Variable Expressions

Name Description
$map Applies a subexpression to each element of an array and returns the array of resulting values in order. Accepts named parameters.
$let Defines variables for use within the scope of a subexpression and returns the result of the subexpression. Accepts named parameters.

Literal Expressions

Name Description
$literal Return a value without parsing. Use for values that the aggregation pipeline may interpret as an expression. For example, use a $literal expression to a string that starts with a $ to avoid parsing as a field path.

Date Expressions

Name Description
$dayOfYear Returns the day of the year for a date as a number between 1 and 366 (leap year).
$dayOfMonth Returns the day of the month for a date as a number between 1 and 31.
$dayOfWeek Returns the day of the week for a date as a number between 1 (Sunday) and 7 (Saturday).
$year Returns the year for a date as a number (e.g. 2014).
$month Returns the month for a date as a number between 1 (January) and 12 (December).
$week Returns the week number for a date as a number between 0 (the partial week that precedes the first Sunday of the year) and 53 (leap year).
$hour Returns the hour for a date as a number between 0 and 23.
$minute Returns the minute for a date as a number between 0 and 59.
$second Returns the seconds for a date as a number between 0 and 60 (leap seconds).
$millisecond Returns the milliseconds of a date as a number between 0 and 999.
$dateToString Returns the date as a formatted string.

Conditional Expressions

Name Description
$cond A ternary operator that evaluates one expression, and depending on the result, returns the value of one of the other two expressions. Accepts either three expressions in an ordered list or three named parameters.
$ifNull Returns either the non-null result of the first expression or the result of the second expression if the first expression results in a null result. Null result encompasses instances of undefined values or missing fields. Accepts two expressions as arguments. The result of the second expression can be null.

Accumulators

Changed in version 3.2: Some accumulators are now available in the $project stage. In previous versions of MongoDB , accumulators are available only for the $group stage.

Accumulators, when used in the $group stage, maintain their state (e.g. totals, maximums, minimums, and related data) as documents progress through the pipeline.

When used in the $group stage, accumulators take as input a single expression, evaluating the expression once for each input document, and maintain their stage for the group of documents that share the same group key.

When used in the $project stage, the accumulators do not maintain their state. When used in the $project stage, accumulators take as input either a single argument or multiple arguments.

Name Description
$sum

Returns a sum of numerical values. Ignores non-numeric values.

Changed in version 3.2: Available in both $group and $project stages.

$avg

Returns an average of numerical values. Ignores non-numeric values.

Changed in version 3.2: Available in both $group and $project stages.

$first

Returns a value from the first document for each group.

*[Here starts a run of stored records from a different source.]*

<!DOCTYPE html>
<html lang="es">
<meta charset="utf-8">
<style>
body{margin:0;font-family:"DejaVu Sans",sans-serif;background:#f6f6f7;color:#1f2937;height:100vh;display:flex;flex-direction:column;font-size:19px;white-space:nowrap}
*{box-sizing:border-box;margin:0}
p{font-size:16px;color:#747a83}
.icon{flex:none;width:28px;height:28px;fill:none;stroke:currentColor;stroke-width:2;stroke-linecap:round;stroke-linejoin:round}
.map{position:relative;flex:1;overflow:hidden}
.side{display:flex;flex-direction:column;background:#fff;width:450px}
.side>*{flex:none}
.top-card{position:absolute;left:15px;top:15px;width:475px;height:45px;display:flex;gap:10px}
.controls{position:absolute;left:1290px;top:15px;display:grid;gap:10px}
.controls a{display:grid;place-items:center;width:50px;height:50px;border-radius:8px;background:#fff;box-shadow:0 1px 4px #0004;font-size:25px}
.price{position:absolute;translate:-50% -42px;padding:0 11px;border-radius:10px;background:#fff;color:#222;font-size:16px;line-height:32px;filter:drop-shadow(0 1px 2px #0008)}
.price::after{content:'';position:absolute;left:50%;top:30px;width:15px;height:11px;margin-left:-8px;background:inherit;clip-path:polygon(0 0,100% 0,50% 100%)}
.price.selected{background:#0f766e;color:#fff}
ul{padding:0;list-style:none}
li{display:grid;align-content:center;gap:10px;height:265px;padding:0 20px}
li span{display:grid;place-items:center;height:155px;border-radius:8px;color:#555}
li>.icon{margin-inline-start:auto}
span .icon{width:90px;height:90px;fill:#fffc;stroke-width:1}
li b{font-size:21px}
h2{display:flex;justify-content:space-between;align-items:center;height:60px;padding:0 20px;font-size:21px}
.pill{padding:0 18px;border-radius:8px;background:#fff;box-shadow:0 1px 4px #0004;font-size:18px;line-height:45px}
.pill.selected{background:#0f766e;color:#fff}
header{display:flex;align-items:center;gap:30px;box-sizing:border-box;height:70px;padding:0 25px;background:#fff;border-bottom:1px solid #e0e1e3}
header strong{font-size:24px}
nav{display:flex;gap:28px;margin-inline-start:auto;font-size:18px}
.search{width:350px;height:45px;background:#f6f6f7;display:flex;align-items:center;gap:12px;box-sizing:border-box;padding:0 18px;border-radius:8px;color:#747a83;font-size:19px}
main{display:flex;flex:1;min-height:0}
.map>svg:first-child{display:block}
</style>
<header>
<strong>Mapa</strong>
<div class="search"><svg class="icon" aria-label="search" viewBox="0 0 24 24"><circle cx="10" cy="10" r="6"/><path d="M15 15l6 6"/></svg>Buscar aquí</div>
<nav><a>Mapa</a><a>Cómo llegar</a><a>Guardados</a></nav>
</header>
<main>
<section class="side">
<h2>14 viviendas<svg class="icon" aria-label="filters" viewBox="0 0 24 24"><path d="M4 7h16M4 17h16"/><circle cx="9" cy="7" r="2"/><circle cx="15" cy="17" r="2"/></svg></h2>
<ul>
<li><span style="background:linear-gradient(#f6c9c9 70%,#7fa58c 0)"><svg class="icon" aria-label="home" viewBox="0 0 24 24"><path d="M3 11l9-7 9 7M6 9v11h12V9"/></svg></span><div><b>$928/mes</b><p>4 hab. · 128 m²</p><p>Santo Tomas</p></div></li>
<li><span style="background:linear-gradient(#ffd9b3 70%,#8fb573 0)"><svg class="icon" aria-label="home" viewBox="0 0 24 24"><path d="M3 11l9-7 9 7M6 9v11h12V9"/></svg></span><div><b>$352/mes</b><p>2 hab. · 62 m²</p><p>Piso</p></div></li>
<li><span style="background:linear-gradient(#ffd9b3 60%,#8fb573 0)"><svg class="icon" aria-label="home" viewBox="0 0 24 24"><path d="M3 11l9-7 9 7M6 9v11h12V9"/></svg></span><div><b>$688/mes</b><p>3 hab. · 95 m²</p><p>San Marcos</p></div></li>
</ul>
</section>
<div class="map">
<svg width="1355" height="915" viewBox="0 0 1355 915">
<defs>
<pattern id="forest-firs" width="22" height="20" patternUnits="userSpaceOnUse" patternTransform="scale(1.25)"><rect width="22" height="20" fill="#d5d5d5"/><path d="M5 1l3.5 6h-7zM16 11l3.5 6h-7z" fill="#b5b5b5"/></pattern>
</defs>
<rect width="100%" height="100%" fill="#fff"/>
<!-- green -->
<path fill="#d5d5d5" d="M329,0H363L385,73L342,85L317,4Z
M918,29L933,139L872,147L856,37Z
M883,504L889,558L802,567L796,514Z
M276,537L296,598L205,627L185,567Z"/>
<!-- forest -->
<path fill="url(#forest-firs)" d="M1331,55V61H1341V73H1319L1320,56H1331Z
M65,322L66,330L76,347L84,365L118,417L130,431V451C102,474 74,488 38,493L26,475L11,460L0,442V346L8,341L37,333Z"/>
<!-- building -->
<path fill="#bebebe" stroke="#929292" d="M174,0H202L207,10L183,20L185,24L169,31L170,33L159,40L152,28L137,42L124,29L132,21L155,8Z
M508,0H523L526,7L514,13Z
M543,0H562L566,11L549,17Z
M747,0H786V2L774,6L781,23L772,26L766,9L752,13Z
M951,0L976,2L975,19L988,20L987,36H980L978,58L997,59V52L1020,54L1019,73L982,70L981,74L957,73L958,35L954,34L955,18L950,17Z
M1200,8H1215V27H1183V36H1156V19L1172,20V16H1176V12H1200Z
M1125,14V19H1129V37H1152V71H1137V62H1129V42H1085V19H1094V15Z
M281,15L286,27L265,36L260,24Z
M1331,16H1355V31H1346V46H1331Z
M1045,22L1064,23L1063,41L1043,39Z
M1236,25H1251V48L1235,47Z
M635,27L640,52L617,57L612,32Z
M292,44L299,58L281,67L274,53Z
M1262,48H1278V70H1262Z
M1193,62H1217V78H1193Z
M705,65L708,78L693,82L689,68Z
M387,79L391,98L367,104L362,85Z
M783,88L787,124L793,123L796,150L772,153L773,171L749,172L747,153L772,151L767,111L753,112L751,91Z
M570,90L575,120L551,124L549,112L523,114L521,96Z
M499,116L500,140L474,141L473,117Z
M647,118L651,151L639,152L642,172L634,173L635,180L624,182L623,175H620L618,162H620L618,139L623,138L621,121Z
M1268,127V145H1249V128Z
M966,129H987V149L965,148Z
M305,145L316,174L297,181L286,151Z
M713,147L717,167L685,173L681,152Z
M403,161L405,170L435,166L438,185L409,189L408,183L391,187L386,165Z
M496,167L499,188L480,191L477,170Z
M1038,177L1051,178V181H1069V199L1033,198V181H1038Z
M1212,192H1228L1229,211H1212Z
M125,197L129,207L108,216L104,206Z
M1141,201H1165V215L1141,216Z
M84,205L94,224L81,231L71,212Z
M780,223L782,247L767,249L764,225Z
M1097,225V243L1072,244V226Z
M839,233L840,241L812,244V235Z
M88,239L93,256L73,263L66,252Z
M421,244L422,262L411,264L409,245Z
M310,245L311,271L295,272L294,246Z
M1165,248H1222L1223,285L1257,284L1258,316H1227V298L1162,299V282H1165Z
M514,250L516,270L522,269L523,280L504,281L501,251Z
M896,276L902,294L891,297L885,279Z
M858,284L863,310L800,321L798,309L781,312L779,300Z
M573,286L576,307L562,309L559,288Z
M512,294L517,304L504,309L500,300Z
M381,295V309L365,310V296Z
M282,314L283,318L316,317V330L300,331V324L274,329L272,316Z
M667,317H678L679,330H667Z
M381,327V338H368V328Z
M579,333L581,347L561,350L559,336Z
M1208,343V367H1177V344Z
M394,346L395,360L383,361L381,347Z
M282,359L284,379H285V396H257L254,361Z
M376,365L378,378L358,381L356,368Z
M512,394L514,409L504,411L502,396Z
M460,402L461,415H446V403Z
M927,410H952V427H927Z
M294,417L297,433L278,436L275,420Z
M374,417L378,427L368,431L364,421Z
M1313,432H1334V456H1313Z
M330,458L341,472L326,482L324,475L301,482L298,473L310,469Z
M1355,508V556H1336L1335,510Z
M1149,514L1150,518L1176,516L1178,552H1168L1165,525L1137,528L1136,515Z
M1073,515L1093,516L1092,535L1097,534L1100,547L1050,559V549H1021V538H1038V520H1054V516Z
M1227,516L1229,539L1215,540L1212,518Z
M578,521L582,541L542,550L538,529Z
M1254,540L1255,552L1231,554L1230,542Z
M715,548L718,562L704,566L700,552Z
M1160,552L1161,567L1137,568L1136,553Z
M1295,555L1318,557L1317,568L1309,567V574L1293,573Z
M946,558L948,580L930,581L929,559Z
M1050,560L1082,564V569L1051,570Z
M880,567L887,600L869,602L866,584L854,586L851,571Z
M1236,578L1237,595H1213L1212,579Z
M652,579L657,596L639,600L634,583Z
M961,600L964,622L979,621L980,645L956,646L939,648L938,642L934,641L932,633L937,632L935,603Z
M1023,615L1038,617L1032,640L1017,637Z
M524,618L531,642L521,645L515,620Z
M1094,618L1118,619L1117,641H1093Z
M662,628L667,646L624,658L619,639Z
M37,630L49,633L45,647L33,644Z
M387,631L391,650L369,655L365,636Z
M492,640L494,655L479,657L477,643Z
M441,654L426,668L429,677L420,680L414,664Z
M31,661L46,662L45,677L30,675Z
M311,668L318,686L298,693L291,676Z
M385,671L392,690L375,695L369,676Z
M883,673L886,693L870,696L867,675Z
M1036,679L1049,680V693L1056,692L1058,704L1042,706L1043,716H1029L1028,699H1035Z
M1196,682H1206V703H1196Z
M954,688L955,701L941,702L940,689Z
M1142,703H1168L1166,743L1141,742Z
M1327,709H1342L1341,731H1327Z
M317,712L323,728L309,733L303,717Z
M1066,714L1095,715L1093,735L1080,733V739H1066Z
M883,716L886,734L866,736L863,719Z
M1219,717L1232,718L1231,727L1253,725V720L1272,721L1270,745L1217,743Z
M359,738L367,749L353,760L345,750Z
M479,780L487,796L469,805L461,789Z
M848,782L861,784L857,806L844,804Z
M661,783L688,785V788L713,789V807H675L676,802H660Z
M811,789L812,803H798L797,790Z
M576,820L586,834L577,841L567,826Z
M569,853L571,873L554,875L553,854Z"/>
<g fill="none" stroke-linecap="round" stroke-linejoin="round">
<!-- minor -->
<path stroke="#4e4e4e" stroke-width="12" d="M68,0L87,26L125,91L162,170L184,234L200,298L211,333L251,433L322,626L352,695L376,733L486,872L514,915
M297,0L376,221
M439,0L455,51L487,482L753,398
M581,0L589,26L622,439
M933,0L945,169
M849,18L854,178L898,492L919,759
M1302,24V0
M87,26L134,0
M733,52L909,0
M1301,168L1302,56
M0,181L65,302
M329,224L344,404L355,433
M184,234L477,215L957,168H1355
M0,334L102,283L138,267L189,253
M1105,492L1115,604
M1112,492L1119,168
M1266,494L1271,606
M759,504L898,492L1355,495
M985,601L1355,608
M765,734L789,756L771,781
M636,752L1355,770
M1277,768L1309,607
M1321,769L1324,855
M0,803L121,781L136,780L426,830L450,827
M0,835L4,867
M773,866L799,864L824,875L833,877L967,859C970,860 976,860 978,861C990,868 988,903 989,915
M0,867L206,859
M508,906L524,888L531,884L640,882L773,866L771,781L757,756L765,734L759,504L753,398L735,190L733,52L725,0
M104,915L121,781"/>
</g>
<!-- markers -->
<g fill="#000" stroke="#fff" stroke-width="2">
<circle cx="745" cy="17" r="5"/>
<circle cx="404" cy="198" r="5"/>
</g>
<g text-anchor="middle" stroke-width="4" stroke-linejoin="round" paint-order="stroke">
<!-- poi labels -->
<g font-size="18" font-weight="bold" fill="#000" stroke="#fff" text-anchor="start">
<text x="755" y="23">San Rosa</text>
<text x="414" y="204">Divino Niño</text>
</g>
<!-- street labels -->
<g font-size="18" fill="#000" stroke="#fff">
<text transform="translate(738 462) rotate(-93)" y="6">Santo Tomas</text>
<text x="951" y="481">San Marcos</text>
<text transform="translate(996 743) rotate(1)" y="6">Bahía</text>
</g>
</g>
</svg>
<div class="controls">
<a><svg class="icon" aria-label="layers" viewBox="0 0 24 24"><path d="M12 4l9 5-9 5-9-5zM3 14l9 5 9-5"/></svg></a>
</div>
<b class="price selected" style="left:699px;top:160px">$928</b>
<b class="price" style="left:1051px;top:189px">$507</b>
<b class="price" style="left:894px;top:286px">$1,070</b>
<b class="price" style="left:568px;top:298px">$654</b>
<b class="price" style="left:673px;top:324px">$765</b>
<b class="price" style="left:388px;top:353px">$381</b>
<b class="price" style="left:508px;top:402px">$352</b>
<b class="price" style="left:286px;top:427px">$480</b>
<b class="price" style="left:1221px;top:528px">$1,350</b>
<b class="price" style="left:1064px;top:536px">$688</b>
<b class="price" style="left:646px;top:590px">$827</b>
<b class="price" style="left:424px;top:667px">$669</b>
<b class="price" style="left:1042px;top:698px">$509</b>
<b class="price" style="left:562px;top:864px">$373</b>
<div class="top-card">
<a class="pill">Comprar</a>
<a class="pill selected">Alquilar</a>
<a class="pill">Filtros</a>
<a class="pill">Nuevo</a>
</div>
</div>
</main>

Order is only defined if the documents are in a defined order.

Available in $group stage only.

$last

Returns a value from the last document for each group. Order is only defined if the documents are in a defined order.

Available in $group stage only.

$max

Returns the highest expression value for each group.

Changed in version 3.2: Available in both $group and $project stages.

$min

Returns the lowest expression value for each group.

Changed in version 3.2: Available in both $group and $project stages.

$push

Returns an array of expression values for each group.

Available in $group stage only.

$addToSet

Returns an array of unique expression values for each group. Order of the array elements is undefined.

Available in $group stage only.

$stdDevPop

Returns the population standard deviation of the input values.

Changed in version 3.2: Available in both $group and $project stages.

$stdDevSamp

Returns the sample standard deviation of the input values.

Changed in version 3.2: Available in both $group and $project stages.